§ THE TASK: Pull out every line below that contains the word "sheet".

§ MATERIAL PROVIDED:
════════════════

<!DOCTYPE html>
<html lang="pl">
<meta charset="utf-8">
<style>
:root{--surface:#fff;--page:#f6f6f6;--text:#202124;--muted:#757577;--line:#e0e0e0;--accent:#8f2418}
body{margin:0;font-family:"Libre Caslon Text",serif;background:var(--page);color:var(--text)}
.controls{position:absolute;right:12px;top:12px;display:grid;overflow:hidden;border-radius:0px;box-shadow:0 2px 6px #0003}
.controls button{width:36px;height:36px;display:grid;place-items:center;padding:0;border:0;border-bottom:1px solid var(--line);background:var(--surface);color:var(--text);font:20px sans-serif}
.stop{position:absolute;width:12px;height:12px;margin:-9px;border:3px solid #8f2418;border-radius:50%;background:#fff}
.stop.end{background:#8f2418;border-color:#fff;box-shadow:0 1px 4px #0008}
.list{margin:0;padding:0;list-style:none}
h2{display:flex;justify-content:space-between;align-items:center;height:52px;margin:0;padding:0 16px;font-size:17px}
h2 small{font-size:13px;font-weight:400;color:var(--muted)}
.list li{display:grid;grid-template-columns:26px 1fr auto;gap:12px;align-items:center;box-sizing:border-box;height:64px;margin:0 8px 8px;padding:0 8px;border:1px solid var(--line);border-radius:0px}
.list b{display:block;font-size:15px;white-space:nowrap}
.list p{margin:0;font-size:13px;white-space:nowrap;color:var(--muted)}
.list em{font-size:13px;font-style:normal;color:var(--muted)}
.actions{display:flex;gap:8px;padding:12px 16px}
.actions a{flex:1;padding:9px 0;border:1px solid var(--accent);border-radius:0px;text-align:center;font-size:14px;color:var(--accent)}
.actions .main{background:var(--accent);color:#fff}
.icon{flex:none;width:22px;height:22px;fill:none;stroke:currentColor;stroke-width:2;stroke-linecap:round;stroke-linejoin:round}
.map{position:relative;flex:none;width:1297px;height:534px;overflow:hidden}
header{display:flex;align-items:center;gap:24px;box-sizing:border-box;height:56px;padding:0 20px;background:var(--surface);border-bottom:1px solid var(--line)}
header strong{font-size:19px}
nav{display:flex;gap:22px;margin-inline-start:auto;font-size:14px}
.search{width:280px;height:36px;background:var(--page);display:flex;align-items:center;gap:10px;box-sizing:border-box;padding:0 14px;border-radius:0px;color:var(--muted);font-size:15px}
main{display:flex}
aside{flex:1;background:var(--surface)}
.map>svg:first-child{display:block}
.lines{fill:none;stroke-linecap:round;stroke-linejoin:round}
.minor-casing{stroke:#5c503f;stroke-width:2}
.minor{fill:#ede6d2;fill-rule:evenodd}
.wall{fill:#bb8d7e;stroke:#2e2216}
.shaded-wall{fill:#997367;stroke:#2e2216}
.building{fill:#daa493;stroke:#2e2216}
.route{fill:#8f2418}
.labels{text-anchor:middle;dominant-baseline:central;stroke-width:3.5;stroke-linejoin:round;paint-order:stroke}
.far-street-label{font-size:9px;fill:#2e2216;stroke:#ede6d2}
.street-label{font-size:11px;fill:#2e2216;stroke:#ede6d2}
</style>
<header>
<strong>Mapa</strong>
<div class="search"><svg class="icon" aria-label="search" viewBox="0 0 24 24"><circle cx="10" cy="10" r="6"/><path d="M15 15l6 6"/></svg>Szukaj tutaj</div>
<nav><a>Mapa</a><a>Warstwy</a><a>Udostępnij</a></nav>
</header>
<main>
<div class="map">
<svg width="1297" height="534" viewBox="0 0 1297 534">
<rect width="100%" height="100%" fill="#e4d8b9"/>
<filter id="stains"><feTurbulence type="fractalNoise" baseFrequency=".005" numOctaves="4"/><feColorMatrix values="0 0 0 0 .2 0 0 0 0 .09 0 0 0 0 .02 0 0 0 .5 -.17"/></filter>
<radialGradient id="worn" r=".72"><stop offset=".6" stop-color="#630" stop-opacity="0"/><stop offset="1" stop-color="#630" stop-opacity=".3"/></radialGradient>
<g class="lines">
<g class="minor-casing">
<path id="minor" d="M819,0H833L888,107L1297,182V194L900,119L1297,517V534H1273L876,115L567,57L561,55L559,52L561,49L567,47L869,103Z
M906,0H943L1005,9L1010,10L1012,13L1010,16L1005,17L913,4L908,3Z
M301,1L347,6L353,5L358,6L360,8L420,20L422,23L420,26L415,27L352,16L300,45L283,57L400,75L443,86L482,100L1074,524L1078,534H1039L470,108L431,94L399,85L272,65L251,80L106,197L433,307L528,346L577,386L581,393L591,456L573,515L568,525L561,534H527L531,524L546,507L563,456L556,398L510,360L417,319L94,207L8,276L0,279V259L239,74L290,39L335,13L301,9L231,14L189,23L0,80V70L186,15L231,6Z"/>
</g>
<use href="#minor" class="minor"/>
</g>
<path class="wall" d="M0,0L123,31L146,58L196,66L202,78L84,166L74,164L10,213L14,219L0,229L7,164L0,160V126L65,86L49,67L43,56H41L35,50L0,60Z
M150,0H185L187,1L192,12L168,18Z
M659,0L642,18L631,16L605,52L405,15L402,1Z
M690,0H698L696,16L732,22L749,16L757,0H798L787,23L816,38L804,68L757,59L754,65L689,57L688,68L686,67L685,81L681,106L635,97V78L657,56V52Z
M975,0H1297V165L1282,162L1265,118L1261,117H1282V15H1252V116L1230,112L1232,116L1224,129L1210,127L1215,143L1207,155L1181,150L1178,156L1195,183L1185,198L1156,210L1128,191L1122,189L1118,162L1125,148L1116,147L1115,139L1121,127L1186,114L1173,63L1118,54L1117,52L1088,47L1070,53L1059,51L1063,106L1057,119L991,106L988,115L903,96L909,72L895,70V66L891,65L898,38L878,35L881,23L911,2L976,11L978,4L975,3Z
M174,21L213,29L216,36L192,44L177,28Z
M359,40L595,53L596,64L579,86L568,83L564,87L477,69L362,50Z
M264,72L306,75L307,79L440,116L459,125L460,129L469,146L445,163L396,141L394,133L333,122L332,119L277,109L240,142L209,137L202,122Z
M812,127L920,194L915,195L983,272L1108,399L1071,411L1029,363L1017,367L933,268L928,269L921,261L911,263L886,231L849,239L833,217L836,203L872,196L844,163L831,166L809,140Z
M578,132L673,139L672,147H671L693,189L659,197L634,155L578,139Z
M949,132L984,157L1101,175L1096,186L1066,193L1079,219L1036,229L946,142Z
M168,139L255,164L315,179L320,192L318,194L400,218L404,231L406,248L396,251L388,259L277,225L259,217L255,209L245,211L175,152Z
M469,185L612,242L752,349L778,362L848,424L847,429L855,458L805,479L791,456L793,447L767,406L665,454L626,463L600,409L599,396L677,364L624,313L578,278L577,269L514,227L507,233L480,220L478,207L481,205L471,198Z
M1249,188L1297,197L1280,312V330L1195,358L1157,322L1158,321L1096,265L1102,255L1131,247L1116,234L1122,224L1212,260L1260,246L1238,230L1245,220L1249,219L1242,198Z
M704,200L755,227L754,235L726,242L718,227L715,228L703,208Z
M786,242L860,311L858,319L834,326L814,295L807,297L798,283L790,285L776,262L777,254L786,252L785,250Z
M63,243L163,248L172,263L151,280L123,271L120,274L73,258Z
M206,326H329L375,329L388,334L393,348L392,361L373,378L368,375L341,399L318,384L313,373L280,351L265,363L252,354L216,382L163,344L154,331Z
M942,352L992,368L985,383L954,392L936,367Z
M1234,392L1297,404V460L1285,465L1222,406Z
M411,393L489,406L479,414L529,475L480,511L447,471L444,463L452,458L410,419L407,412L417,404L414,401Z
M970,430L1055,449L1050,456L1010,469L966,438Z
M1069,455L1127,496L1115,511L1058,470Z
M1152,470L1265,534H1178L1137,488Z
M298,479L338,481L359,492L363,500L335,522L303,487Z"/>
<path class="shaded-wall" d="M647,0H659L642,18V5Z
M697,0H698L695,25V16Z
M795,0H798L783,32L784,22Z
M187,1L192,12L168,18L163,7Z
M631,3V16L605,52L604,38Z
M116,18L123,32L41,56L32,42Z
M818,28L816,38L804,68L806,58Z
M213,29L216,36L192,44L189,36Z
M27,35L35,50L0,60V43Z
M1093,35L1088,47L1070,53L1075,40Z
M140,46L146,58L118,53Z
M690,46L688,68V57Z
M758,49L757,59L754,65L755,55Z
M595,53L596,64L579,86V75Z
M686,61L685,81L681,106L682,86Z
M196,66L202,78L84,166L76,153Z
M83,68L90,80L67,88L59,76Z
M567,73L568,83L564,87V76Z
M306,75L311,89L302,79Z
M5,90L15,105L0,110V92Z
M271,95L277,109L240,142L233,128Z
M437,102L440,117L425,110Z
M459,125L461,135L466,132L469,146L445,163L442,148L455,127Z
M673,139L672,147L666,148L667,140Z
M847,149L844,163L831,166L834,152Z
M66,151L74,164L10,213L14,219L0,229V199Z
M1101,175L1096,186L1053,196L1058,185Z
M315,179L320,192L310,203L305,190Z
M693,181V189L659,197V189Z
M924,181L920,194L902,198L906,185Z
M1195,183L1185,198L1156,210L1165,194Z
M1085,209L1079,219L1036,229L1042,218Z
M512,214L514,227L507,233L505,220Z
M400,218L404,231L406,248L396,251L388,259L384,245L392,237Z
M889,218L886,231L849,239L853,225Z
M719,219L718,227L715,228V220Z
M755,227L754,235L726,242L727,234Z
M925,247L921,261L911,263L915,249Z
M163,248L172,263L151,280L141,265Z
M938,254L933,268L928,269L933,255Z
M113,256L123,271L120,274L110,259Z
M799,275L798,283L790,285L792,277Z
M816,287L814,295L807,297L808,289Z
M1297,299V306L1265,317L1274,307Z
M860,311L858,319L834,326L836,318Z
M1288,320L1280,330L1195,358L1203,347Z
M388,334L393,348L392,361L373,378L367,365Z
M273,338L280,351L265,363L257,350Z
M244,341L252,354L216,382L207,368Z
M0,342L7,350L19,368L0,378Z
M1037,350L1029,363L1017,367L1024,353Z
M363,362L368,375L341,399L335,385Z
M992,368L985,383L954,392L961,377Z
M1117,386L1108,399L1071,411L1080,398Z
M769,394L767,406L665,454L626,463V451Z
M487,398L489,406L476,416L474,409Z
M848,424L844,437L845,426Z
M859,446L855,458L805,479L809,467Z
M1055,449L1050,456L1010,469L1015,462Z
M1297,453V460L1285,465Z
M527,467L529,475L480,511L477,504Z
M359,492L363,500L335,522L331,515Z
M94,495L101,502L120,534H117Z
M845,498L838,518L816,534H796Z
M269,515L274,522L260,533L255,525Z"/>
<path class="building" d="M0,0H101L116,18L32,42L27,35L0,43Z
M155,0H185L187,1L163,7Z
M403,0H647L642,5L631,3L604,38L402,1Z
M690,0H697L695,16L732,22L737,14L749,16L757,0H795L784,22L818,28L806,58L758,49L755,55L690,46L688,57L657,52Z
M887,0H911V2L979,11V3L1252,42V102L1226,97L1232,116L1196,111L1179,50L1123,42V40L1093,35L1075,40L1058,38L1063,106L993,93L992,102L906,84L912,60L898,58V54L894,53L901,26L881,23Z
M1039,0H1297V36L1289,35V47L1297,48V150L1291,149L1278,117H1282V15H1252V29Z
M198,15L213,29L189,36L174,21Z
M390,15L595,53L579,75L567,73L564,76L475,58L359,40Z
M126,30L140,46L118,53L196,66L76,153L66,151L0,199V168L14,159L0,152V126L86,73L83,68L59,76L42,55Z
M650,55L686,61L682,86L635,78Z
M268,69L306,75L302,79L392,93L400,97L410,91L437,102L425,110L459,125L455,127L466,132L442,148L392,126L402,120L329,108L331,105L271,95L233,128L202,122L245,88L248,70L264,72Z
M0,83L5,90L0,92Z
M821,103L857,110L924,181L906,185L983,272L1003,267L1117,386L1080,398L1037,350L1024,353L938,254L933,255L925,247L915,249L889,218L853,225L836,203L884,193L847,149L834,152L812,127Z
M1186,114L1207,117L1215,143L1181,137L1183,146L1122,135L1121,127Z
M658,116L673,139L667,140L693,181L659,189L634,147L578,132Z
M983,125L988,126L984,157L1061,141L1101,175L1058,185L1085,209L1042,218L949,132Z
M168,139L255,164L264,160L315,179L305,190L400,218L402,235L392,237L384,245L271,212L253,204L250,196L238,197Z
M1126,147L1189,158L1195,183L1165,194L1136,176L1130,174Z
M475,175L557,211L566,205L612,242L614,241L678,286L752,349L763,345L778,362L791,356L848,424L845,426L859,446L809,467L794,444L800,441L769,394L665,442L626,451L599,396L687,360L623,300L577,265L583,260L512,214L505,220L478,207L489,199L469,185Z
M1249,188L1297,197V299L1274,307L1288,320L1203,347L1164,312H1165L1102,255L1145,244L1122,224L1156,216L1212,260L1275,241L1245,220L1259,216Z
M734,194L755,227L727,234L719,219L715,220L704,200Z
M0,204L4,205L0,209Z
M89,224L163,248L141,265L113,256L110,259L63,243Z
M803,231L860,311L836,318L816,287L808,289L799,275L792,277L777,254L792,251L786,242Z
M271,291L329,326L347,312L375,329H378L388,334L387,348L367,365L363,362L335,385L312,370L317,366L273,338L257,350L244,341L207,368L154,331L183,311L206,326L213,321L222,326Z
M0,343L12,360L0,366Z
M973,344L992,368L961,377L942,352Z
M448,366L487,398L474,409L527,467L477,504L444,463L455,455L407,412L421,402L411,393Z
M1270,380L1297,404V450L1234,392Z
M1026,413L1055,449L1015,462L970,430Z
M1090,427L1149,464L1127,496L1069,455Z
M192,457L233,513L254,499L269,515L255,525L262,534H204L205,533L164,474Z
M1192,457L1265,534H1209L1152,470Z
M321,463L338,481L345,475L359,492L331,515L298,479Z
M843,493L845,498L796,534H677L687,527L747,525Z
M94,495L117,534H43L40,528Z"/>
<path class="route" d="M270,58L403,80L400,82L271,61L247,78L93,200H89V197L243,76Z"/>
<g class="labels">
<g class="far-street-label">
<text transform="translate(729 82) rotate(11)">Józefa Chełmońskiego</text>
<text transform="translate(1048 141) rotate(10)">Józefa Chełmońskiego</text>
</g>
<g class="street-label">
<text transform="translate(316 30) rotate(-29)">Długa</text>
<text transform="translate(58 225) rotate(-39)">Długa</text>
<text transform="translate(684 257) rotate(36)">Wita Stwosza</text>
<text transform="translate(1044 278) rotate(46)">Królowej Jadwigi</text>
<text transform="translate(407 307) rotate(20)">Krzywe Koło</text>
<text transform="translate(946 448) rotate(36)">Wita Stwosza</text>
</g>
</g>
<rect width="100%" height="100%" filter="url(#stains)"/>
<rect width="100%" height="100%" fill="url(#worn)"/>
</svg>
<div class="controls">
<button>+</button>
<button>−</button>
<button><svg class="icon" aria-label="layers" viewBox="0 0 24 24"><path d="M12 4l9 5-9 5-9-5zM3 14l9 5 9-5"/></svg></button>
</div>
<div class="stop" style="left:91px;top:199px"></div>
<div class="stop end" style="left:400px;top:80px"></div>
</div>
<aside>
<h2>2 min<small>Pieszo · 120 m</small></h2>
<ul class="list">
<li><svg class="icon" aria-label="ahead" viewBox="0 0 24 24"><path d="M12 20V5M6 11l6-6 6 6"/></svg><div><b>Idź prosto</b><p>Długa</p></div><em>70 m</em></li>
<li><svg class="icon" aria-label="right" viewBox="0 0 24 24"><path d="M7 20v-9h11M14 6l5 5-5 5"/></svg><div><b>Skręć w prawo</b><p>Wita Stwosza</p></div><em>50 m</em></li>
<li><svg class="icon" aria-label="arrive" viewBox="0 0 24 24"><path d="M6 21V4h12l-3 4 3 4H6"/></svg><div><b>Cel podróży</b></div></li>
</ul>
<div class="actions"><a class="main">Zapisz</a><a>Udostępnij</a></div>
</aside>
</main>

════════════════

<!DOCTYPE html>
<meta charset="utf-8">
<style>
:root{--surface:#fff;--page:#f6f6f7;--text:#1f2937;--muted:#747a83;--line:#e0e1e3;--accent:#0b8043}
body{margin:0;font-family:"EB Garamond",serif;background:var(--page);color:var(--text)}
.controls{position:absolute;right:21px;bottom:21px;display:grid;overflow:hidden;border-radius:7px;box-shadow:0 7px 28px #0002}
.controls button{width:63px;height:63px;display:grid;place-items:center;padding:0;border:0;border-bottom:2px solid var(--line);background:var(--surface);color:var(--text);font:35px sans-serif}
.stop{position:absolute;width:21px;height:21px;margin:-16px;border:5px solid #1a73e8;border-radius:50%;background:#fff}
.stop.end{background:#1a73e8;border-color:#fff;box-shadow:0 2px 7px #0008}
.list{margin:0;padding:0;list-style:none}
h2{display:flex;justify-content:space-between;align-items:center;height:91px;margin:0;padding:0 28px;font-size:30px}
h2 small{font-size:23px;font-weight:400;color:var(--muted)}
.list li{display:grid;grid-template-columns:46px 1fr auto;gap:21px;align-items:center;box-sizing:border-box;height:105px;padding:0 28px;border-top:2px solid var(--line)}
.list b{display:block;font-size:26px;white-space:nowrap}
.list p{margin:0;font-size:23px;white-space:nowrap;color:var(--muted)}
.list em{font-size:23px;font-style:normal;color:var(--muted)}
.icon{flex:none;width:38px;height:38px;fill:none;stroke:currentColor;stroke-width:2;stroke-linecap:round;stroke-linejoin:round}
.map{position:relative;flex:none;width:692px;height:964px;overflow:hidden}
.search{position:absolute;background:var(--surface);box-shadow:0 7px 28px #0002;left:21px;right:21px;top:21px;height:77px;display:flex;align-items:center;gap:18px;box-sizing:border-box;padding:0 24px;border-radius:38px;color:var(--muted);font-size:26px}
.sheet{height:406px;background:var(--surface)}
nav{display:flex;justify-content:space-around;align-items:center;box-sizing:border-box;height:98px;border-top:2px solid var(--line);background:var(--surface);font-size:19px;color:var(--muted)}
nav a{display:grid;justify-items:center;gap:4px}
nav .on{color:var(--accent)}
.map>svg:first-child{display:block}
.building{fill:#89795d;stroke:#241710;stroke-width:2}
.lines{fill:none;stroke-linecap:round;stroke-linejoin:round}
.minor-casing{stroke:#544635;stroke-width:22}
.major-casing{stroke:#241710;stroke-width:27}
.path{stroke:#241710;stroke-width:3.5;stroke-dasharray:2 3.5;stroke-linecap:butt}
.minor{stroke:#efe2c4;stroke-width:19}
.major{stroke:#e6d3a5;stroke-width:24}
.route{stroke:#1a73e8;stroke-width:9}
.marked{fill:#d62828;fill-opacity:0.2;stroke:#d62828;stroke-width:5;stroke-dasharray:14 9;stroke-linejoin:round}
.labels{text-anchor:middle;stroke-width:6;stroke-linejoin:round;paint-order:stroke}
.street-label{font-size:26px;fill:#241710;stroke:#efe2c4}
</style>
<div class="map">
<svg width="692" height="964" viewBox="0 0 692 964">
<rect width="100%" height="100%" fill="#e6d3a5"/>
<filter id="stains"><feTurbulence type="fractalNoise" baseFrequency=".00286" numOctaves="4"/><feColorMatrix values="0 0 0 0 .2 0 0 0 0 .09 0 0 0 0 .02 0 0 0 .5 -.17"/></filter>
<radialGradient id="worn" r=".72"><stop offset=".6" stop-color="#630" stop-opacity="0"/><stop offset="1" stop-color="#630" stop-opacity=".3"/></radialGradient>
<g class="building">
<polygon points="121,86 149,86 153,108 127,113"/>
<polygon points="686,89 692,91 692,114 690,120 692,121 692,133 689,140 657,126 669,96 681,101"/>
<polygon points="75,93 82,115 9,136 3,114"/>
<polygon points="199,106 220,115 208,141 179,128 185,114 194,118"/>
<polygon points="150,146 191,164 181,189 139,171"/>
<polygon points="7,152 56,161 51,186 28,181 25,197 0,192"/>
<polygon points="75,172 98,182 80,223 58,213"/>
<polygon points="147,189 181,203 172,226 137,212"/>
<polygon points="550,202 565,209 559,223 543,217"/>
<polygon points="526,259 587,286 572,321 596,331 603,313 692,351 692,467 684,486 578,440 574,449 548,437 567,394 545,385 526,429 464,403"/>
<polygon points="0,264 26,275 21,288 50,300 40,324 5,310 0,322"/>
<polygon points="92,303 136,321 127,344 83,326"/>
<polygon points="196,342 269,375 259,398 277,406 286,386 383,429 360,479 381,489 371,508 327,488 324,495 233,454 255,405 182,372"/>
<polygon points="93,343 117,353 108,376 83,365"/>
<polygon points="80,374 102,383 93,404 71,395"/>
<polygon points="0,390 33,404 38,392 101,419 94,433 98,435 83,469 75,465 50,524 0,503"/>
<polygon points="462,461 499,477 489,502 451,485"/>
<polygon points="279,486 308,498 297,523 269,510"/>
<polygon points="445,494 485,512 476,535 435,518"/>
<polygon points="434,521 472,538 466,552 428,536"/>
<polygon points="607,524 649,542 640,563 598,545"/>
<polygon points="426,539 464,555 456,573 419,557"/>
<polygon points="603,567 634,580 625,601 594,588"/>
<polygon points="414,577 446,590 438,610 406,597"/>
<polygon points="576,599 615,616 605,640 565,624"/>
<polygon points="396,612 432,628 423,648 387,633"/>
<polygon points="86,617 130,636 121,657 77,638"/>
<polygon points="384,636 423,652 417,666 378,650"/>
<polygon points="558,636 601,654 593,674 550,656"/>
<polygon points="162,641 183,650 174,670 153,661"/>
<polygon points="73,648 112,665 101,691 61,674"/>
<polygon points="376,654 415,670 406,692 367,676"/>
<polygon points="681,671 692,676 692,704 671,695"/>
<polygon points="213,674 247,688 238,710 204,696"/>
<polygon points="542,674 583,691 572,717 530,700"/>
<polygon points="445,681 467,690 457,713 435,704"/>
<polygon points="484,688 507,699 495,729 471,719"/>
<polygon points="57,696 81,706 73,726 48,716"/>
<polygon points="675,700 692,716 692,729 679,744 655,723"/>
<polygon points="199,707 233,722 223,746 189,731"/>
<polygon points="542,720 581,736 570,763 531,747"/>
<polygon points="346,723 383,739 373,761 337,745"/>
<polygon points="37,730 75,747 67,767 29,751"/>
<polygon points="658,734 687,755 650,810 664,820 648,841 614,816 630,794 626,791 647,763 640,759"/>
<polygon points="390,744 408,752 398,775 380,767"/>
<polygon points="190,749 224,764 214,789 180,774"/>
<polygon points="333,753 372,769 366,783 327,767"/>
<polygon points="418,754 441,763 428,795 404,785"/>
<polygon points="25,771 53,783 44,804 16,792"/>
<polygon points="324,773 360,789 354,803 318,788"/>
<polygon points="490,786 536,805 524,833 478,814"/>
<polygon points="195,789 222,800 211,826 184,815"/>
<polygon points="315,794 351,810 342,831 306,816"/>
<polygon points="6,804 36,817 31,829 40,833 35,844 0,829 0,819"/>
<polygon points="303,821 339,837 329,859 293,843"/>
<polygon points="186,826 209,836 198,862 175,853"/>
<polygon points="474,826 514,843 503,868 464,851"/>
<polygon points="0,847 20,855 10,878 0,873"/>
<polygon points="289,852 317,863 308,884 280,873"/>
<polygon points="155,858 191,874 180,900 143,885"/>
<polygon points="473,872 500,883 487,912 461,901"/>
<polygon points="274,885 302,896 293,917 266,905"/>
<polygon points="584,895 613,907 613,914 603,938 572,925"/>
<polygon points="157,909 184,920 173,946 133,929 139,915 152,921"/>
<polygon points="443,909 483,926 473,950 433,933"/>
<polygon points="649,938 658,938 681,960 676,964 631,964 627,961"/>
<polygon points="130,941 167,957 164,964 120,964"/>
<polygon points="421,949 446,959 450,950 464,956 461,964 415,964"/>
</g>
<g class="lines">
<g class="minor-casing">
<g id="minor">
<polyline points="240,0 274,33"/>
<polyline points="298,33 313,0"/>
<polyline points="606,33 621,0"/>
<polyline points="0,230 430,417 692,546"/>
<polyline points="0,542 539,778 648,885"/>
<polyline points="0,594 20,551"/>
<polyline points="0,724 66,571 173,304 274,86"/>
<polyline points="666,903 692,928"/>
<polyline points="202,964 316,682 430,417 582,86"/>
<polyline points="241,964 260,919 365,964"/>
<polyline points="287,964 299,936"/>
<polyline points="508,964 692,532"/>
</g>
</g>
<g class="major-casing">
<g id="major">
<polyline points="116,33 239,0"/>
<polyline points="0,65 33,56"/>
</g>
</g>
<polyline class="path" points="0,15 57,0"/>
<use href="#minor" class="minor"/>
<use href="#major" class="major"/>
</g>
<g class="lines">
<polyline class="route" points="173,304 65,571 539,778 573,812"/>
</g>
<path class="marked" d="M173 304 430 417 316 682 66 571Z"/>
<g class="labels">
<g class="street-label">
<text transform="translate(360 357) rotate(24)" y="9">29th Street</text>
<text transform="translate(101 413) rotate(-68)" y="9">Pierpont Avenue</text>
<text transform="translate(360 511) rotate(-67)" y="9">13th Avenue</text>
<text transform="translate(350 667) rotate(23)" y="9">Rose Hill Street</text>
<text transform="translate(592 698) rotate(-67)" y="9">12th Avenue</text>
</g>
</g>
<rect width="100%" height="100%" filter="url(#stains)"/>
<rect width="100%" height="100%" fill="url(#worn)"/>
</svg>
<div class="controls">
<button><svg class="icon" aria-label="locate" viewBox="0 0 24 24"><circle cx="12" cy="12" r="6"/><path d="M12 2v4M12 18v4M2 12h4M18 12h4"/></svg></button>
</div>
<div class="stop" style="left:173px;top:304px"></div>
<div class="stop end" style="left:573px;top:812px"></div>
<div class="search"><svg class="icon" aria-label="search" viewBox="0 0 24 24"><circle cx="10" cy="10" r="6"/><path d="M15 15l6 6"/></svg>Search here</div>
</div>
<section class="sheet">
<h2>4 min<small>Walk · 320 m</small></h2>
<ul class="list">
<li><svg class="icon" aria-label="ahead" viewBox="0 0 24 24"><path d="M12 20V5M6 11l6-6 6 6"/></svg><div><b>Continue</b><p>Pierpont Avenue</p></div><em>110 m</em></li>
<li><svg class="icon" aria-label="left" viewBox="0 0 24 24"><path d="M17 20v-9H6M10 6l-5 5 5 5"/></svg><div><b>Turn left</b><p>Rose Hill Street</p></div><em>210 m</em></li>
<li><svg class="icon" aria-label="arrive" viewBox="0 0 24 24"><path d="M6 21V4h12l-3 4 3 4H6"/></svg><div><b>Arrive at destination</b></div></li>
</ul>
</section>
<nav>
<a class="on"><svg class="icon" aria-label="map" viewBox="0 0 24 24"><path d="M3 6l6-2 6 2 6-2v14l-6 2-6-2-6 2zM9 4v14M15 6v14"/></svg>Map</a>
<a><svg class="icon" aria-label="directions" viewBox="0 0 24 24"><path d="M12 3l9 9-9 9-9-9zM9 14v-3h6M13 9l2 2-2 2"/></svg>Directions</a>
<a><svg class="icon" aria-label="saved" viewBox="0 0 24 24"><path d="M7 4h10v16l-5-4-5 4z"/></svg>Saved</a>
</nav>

════════════════

§ REPLY:
.sheet{height:406px;background:var(--surface)}
<section class="sheet">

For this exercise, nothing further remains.